PROVIDED RECORDS:

((

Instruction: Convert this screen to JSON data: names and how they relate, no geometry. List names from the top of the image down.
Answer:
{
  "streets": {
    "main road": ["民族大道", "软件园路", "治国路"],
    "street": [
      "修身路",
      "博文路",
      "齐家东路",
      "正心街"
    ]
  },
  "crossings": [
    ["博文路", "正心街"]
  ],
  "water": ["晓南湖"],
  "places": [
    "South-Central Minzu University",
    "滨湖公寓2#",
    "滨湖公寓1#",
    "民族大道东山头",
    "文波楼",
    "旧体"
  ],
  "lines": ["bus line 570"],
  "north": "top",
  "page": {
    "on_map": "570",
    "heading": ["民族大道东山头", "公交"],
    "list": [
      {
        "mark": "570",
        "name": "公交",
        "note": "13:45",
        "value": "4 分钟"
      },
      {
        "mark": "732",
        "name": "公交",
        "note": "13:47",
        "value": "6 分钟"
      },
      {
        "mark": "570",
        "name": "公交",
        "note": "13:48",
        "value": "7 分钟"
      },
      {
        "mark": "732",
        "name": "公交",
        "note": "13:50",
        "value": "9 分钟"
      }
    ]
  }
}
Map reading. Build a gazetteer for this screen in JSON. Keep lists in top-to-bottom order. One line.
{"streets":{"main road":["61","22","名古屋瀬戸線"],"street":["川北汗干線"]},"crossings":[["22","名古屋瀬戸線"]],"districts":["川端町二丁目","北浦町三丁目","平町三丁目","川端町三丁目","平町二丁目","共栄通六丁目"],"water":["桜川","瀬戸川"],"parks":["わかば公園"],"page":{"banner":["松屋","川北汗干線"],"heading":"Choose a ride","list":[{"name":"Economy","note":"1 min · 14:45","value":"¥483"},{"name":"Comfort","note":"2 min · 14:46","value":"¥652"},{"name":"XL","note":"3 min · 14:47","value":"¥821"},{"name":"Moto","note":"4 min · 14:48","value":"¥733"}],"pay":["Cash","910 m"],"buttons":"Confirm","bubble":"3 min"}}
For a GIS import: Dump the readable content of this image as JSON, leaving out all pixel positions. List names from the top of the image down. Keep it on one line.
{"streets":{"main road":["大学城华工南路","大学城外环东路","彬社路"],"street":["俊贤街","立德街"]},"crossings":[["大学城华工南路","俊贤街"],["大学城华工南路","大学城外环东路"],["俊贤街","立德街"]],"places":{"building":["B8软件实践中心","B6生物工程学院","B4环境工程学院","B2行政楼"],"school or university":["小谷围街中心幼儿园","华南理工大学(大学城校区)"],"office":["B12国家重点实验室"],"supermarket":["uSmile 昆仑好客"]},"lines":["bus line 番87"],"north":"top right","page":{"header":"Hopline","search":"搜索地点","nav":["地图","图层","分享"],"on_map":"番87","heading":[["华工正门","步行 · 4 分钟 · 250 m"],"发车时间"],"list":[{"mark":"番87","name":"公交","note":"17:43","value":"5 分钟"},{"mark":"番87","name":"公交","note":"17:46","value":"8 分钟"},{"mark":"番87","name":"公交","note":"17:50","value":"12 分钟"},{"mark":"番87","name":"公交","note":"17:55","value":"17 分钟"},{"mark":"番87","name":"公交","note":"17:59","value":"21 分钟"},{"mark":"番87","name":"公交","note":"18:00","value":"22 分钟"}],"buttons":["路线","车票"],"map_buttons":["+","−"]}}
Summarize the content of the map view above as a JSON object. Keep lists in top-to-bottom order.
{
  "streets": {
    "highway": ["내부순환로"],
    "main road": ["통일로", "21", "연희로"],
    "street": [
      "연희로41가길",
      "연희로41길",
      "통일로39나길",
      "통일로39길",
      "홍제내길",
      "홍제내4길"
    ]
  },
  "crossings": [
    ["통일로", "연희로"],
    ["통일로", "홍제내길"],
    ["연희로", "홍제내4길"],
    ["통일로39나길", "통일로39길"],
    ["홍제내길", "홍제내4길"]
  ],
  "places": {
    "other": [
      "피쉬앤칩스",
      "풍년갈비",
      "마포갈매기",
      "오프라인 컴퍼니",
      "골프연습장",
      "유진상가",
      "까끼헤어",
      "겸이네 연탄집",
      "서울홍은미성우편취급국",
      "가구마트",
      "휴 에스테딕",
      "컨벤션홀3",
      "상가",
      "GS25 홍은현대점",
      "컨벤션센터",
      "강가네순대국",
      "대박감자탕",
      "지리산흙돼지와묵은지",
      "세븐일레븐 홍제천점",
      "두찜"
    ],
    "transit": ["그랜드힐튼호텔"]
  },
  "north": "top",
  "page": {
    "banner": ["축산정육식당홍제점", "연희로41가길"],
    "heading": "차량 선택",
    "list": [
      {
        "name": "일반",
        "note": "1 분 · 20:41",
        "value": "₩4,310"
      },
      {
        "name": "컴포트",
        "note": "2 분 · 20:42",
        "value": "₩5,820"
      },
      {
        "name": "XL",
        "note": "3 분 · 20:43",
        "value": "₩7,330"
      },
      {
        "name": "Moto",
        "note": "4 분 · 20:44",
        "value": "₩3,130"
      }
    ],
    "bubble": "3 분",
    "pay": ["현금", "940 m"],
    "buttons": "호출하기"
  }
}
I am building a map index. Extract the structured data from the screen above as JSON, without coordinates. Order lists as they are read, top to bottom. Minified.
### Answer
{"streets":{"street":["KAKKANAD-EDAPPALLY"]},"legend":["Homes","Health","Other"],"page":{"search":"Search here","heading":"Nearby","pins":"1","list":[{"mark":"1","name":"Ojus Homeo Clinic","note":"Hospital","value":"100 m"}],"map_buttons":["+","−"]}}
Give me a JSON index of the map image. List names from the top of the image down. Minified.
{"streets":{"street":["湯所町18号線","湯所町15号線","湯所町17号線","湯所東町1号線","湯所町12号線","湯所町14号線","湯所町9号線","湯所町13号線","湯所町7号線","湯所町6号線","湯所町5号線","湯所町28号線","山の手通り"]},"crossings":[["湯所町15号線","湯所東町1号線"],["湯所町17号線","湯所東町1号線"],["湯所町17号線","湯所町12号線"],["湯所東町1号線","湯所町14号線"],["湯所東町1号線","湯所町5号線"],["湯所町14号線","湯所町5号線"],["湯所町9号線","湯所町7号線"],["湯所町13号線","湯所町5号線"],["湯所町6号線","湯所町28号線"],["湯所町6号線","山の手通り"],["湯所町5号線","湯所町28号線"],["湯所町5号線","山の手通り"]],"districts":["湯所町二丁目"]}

))

Would you give the material above again, complete and exact?

YOUR RESPONSE:
Instruction: Convert this screen to JSON data: names and how they relate, no geometry. List names from the top of the image down.
Answer:
{
  "streets": {
    "main road": ["民族大道", "软件园路", "治国路"],
    "street": [
      "修身路",
      "博文路",
      "齐家东路",
      "正心街"
    ]
  },
  "crossings": [
    ["博文路", "正心街"]
  ],
  "water": ["晓南湖"],
  "places": [
    "South-Central Minzu University",
    "滨湖公寓2#",
    "滨湖公寓1#",
    "民族大道东山头",
    "文波楼",
    "旧体"
  ],
  "lines": ["bus line 570"],
  "north": "top",
  "page": {
    "on_map": "570",
    "heading": ["民族大道东山头", "公交"],
    "list": [
      {
        "mark": "570",
        "name": "公交",
        "note": "13:45",
        "value": "4 分钟"
      },
      {
        "mark": "732",
        "name": "公交",
        "note": "13:47",
        "value": "6 分钟"
      },
      {
        "mark": "570",
        "name": "公交",
        "note": "13:48",
        "value": "7 分钟"
      },
      {
        "mark": "732",
        "name": "公交",
        "note": "13:50",
        "value": "9 分钟"
      }
    ]
  }
}
Map reading. Build a gazetteer for this screen in JSON. Keep lists in top-to-bottom order. One line.
{"streets":{"main road":["61","22","名古屋瀬戸線"],"street":["川北汗干線"]},"crossings":[["22","名古屋瀬戸線"]],"districts":["川端町二丁目","北浦町三丁目","平町三丁目","川端町三丁目","平町二丁目","共栄通六丁目"],"water":["桜川","瀬戸川"],"parks":["わかば公園"],"page":{"banner":["松屋","川北汗干線"],"heading":"Choose a ride","list":[{"name":"Economy","note":"1 min · 14:45","value":"¥483"},{"name":"Comfort","note":"2 min · 14:46","value":"¥652"},{"name":"XL","note":"3 min · 14:47","value":"¥821"},{"name":"Moto","note":"4 min · 14:48","value":"¥733"}],"pay":["Cash","910 m"],"buttons":"Confirm","bubble":"3 min"}}
For a GIS import: Dump the readable content of this image as JSON, leaving out all pixel positions. List names from the top of the image down. Keep it on one line.
{"streets":{"main road":["大学城华工南路","大学城外环东路","彬社路"],"street":["俊贤街","立德街"]},"crossings":[["大学城华工南路","俊贤街"],["大学城华工南路","大学城外环东路"],["俊贤街","立德街"]],"places":{"building":["B8软件实践中心","B6生物工程学院","B4环境工程学院","B2行政楼"],"school or university":["小谷围街中心幼儿园","华南理工大学(大学城校区)"],"office":["B12国家重点实验室"],"supermarket":["uSmile 昆仑好客"]},"lines":["bus line 番87"],"north":"top right","page":{"header":"Hopline","search":"搜索地点","nav":["地图","图层","分享"],"on_map":"番87","heading":[["华工正门","步行 · 4 分钟 · 250 m"],"发车时间"],"list":[{"mark":"番87","name":"公交","note":"17:43","value":"5 分钟"},{"mark":"番87","name":"公交","note":"17:46","value":"8 分钟"},{"mark":"番87","name":"公交","note":"17:50","value":"12 分钟"},{"mark":"番87","name":"公交","note":"17:55","value":"17 分钟"},{"mark":"番87","name":"公交","note":"17:59","value":"21 分钟"},{"mark":"番87","name":"公交","note":"18:00","value":"22 分钟"}],"buttons":["路线","车票"],"map_buttons":["+","−"]}}
Summarize the content of the map view above as a JSON object. Keep lists in top-to-bottom order.
{
  "streets": {
    "highway": ["내부순환로"],
    "main road": ["통일로", "21", "연희로"],
    "street": [
      "연희로41가길",
      "연희로41길",
      "통일로39나길",
      "통일로39길",
      "홍제내길",
      "홍제내4길"
    ]
  },
  "crossings": [
    ["통일로", "연희로"],
    ["통일로", "홍제내길"],
    ["연희로", "홍제내4길"],
    ["통일로39나길", "통일로39길"],
    ["홍제내길", "홍제내4길"]
  ],
  "places": {
    "other": [
      "피쉬앤칩스",
      "풍년갈비",
      "마포갈매기",
      "오프라인 컴퍼니",
      "골프연습장",
      "유진상가",
      "까끼헤어",
      "겸이네 연탄집",
      "서울홍은미성우편취급국",
      "가구마트",
      "휴 에스테딕",
      "컨벤션홀3",
      "상가",
      "GS25 홍은현대점",
      "컨벤션센터",
      "강가네순대국",
      "대박감자탕",
      "지리산흙돼지와묵은지",
      "세븐일레븐 홍제천점",
      "두찜"
    ],
    "transit": ["그랜드힐튼호텔"]
  },
  "north": "top",
  "page": {
    "banner": ["축산정육식당홍제점", "연희로41가길"],
    "heading": "차량 선택",
    "list": [
      {
        "name": "일반",
        "note": "1 분 · 20:41",
        "value": "₩4,310"
      },
      {
        "name": "컴포트",
        "note": "2 분 · 20:42",
        "value": "₩5,820"
      },
      {
        "name": "XL",
        "note": "3 분 · 20:43",
        "value": "₩7,330"
      },
      {
        "name": "Moto",
        "note": "4 분 · 20:44",
        "value": "₩3,130"
      }
    ],
    "bubble": "3 분",
    "pay": ["현금", "940 m"],
    "buttons": "호출하기"
  }
}
I am building a map index. Extract the structured data from the screen above as JSON, without coordinates. Order lists as they are read, top to bottom. Minified.
### Answer
{"streets":{"street":["KAKKANAD-EDAPPALLY"]},"legend":["Homes","Health","Other"],"page":{"search":"Search here","heading":"Nearby","pins":"1","list":[{"mark":"1","name":"Ojus Homeo Clinic","note":"Hospital","value":"100 m"}],"map_buttons":["+","−"]}}
Give me a JSON index of the map image. List names from the top of the image down. Minified.
{"streets":{"street":["湯所町18号線","湯所町15号線","湯所町17号線","湯所東町1号線","湯所町12号線","湯所町14号線","湯所町9号線","湯所町13号線","湯所町7号線","湯所町6号線","湯所町5号線","湯所町28号線","山の手通り"]},"crossings":[["湯所町15号線","湯所東町1号線"],["湯所町17号線","湯所東町1号線"],["湯所町17号線","湯所町12号線"],["湯所東町1号線","湯所町14号線"],["湯所東町1号線","湯所町5号線"],["湯所町14号線","湯所町5号線"],["湯所町9号線","湯所町7号線"],["湯所町13号線","湯所町5号線"],["湯所町6号線","湯所町28号線"],["湯所町6号線","山の手通り"],["湯所町5号線","湯所町28号線"],["湯所町5号線","山の手通り"]],"districts":["湯所町二丁目"]}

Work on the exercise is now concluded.